Consumers appear to have turned their back on cash during Covid-19 restrictions, leading to a rising demand for virtual, contactless interactions.
It has become crucial for businesses in the retail, food and beverage sector, as well as the travel industry, to find new ways of reaching and transacting with these home-bound customers.
This demand for innovative ‘digital-led’ financial services has led the fintech sector to a crucial inflection point, according to Yogesh Sangle, global head of consumer and SME business at Nium, the fast-growing financial technology platform.
Sangle, who has led and managed the regional businesses for high-profile companies within the banking, cards and remittances sector, including PayPal, Citibank and MoneyGram, is on a mission to make money movement easier for consumers and businesses around the world.
Here he explains how fintechs can level the playing field and create newer opportunities for growth in a Covid-19 world.
Yogesh Sangle, Nium
Despite restrictions on physical movement, fear of transmitting the virus has reduced the use of cash and accelerated the trend of digital payment apps. Interestingly, this has not impacted the flow of money; in fact, it has accelerated it.
For instance, in Singapore, the sales of health and wellness products has continued to grow since the outbreak, indicating a long-term shift towards healthier products and categories.
In Asia, the date of 9 September has become synonymous with the region’s biggest year-end sales. The so-called ‘9.9 sales’ were initially not expected to be strong this year but reports from e-commerce giants showed that profits were better than last year despite the economic uncertainty, breaking another annual record.
On the flip side, job and income losses have been among the economic symptoms of Covid-19, affecting remittance payments in some countries that rely heavily on such transactions. Researchers at the Asian Development Bank expect 2020 remittance inflows to the APAC region to be more than $54billion below 2018 levels, an overall loss of almost 20 per cent. As consumers acquire a new pattern of behaviour, discover new efficiencies and adapt to a ‘new normal’ of digital life, more are adopting digital platforms by necessity rather than curiosity.
Filling the small business gap
Digital payments are becoming more secure, convenient, traceable and, ultimately, more attractive. From contactless cards, e-wallets, payment apps to the rise of neobanks, how consumers and SMEs pay and who they trust to look after their finances have greatly evolved. The new climate has generated new opportunities for the fintech industry to help SMEs during difficult times.

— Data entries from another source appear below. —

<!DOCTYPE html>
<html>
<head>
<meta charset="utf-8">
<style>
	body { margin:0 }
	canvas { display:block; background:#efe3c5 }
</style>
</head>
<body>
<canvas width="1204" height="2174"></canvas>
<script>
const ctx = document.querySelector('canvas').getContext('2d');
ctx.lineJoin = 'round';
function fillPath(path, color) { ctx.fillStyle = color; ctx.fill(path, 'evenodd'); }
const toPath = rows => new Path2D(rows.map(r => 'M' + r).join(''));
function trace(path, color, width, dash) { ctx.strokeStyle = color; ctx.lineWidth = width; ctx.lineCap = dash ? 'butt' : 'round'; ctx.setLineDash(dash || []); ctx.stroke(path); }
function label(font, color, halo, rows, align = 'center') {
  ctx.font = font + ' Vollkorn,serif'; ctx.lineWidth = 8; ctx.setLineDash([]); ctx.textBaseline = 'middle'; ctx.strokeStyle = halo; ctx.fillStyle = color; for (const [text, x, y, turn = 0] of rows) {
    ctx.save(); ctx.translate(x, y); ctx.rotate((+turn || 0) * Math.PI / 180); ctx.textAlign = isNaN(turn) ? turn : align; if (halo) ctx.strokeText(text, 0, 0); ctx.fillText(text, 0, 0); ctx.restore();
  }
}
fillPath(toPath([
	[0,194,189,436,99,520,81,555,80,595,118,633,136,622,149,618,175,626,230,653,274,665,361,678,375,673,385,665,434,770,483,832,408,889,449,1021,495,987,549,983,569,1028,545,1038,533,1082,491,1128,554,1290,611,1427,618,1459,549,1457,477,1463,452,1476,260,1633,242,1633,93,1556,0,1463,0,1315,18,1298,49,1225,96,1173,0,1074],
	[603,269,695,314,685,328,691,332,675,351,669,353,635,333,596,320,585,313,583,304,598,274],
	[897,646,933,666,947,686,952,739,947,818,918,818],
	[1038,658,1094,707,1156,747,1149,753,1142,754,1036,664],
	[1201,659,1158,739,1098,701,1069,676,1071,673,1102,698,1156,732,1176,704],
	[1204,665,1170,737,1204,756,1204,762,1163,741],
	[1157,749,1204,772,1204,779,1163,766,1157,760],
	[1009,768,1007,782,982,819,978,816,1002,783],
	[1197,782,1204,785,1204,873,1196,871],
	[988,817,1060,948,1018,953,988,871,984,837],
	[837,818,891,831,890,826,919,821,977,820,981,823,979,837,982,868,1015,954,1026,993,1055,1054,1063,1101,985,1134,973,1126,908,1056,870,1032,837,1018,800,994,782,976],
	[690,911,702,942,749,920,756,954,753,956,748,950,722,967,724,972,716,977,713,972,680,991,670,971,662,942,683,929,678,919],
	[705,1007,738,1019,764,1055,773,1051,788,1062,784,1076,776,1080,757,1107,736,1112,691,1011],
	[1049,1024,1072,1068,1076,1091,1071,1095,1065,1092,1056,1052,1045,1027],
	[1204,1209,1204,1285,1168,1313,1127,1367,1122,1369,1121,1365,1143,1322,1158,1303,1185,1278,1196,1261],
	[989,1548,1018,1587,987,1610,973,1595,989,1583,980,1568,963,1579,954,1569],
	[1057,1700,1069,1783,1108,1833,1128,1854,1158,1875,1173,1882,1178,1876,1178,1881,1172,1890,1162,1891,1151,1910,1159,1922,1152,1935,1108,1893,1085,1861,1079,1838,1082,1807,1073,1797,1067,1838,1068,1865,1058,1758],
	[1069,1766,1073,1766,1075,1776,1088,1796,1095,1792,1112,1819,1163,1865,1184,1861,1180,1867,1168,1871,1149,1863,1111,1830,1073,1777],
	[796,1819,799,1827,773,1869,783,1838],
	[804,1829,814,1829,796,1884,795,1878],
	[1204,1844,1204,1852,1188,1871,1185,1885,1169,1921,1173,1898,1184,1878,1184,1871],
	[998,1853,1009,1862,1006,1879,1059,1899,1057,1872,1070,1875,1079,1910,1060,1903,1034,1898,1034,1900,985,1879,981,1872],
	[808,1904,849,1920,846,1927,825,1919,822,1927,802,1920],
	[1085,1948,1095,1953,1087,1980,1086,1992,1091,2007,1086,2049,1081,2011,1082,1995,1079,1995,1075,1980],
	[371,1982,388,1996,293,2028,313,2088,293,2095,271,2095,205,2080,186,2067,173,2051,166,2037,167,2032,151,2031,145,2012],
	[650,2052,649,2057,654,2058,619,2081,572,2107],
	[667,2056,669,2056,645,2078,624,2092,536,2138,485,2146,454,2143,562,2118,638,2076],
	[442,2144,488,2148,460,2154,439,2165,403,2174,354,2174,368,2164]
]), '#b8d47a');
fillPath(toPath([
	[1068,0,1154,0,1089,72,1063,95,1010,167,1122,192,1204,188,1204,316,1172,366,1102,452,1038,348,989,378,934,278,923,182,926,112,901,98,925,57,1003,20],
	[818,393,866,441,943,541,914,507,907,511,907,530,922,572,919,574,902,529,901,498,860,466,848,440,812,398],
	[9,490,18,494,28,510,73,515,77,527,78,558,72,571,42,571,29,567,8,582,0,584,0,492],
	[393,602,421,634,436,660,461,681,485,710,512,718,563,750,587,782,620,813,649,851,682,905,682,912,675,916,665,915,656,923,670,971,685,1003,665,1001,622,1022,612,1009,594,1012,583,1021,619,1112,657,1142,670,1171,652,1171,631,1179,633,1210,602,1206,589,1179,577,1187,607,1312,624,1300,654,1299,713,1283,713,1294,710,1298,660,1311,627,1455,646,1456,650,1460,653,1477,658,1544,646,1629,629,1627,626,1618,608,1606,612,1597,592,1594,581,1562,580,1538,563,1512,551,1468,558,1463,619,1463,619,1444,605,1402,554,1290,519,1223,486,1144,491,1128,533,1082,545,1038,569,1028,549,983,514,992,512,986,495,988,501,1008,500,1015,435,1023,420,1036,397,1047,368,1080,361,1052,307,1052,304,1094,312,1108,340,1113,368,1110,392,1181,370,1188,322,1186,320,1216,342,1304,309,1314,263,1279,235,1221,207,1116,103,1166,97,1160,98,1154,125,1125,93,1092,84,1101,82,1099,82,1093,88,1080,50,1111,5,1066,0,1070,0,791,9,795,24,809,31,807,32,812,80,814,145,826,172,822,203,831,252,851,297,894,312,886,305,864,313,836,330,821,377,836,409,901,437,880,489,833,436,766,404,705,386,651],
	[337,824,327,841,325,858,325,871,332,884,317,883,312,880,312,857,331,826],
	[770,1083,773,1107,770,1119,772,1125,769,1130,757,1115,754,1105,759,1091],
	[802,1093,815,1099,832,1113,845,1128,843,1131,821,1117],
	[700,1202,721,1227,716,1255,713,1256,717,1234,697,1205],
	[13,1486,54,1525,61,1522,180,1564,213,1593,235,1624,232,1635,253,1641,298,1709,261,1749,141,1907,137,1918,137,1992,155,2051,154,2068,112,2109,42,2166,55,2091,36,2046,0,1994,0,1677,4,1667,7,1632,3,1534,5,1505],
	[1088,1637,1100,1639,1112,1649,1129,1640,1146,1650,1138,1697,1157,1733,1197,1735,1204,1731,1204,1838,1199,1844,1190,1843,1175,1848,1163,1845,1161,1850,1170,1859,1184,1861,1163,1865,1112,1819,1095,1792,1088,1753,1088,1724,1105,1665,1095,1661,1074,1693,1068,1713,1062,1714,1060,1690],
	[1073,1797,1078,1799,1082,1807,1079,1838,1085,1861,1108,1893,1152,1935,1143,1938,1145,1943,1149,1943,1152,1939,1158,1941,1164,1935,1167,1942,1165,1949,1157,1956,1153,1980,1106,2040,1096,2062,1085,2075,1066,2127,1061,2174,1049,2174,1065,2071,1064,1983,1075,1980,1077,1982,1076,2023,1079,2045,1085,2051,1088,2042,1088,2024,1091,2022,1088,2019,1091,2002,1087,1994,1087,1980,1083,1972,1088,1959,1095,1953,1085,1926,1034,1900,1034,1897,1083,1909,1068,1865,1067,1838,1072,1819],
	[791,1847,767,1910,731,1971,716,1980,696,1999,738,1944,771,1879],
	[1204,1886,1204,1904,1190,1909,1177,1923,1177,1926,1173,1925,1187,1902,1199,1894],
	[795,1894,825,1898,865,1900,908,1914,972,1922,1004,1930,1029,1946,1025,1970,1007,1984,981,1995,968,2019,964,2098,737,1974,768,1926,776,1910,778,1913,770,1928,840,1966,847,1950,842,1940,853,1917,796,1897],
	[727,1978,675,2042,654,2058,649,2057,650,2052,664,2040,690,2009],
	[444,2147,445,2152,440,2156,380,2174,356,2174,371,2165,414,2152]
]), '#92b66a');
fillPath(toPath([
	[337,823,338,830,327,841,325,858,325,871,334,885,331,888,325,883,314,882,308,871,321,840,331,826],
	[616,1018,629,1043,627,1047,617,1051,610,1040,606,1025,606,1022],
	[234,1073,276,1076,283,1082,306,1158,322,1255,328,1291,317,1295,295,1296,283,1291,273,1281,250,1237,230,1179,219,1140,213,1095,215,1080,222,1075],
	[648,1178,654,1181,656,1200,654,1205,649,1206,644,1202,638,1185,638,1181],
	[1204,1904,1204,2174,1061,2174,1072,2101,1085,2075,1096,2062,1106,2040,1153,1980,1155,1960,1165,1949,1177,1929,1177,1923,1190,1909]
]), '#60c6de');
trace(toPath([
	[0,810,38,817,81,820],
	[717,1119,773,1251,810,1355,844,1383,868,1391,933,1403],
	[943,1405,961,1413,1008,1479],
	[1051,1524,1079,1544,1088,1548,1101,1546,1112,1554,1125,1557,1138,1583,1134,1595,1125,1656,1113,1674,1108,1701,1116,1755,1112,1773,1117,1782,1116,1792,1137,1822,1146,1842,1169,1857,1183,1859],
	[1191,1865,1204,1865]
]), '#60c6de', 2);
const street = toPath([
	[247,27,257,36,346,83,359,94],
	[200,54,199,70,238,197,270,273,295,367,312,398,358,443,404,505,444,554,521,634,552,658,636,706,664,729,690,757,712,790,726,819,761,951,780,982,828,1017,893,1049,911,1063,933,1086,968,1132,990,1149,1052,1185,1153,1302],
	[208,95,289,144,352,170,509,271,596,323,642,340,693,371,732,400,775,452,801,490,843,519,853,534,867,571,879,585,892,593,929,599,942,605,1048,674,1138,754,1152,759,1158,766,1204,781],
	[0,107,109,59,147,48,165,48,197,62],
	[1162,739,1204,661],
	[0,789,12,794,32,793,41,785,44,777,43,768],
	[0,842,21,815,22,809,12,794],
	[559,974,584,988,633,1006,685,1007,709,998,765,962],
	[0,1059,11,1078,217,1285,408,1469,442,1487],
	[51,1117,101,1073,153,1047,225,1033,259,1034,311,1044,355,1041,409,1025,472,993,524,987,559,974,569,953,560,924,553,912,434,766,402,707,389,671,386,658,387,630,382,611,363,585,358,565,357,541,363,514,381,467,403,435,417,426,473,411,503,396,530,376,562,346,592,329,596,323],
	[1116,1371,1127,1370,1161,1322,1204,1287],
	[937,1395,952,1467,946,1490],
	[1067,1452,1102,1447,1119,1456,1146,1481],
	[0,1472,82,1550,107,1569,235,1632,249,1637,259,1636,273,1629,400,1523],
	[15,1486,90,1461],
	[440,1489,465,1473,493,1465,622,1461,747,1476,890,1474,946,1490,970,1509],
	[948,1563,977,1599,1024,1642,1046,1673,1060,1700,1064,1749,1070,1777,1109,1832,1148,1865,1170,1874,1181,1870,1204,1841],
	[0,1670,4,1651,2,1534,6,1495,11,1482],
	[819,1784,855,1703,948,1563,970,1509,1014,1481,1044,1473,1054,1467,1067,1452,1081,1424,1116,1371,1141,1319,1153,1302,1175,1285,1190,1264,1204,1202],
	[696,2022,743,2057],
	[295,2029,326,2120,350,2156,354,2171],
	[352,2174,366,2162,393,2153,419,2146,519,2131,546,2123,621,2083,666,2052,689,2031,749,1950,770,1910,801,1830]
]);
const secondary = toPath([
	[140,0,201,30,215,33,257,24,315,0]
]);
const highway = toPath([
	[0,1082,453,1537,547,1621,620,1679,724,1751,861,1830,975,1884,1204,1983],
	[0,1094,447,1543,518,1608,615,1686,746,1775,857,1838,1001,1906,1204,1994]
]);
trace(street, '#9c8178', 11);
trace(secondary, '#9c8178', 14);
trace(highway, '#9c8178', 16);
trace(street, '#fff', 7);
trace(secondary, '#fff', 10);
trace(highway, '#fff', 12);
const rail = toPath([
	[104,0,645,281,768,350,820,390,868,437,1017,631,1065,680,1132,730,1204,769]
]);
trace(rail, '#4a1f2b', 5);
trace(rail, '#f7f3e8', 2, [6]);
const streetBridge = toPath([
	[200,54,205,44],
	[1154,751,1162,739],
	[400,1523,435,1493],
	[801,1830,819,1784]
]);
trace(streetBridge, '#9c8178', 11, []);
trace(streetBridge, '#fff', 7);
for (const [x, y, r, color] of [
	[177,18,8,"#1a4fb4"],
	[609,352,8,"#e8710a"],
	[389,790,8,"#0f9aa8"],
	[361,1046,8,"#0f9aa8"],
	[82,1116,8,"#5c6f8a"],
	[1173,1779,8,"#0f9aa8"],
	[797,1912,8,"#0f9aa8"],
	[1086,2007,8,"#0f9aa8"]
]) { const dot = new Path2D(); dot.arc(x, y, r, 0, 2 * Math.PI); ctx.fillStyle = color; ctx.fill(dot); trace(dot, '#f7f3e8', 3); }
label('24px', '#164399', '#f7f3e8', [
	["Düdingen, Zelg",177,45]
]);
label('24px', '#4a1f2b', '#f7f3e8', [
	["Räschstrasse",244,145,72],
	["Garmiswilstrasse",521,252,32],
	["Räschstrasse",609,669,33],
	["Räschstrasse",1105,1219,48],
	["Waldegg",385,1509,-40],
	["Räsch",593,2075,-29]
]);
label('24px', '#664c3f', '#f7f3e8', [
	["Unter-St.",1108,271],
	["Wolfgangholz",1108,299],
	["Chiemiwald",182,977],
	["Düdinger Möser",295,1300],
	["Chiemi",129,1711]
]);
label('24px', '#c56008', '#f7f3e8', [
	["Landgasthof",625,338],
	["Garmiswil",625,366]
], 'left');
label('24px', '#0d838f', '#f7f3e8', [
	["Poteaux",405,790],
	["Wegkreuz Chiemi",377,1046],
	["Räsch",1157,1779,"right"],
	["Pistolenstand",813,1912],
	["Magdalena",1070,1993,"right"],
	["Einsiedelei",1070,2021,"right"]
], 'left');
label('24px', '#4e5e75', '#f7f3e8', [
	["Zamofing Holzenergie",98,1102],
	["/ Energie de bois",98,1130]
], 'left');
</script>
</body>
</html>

Traditionally, SMEs have often struggled to access credit and secure loans from traditional financial players, such as banks. Add in other challenges as a result of the pandemic – like short-term cash flow problems and debt exposure concerns – and many SMEs are worryingly in the red. In addition, securing loans or credit has never been easy for them — the absence of a stable and profitable portfolio is still seen as a drawback by banks and financial institutions today.
In Singapore, even before the pandemic, 61 per cent of SMEs held low credit standings and not more than 15 per cent of SMEs had access to the credit they required. The additional delays in payments induced by the pandemic have only aggravated this dearth of capital. While businesses may look to card-based payments to extend payment terms, the high transaction fees act as a deterrent for payers as well as beneficiaries.
Fintechs are developing highly innovative, user-friendly and secure solutions. InstaReM’s BizPay, for instance, is a corporate credit card-based funding solution that makes funds and credit more accessible to high-potential SMEs, even for those with below-average credit ratings and market standing. As a result, SMEs are now realising that they can meet their cherished goal even in a post-pandemic world – whether it is to scale their business or to work with cross-border partners to extract powerful synergies and compete in international markets.
New normal for fintechs
The next question would then be, what’s next for fintechs? Pockets of the market, like digital payment and e-wallet services, are expected to boom, while players offering digital identity and know your customer (KYC) services will likely be set to prosper too. With so much heightened awareness of the importance of health and wellbeing, we can also expect to see increasing links between fintechs and healthcare, with customers looking for smart new solutions to safeguard and provide for themselves and their families.
Transparency also become a new key success metric. Fintechs are known to provide low-cost contactless solutions – but there’s a catch. The reliance is on the ‘convenience’ that digital financers provides, but often times there are hidden costs that surface only after the transaction is made, or not at all, and money gets lost in between transactions. Transparency eliminates payment complexities and gains strong trust in fintechs – trust that used to only be placed on traditional banks due to the legacy of their functional abilities.
The financial ecosystem definitely has exciting things in store – not in a decade or two, but in a couple of years. The long-term changes brought about by the pandemic will go down in history books as both unprecedented and far-reaching. However, the evolution is part of the human experience, and fintechs provide a perfect example of this, by levelling the playing field and creating newer opportunities for growth in a world that has been irrevocably changed.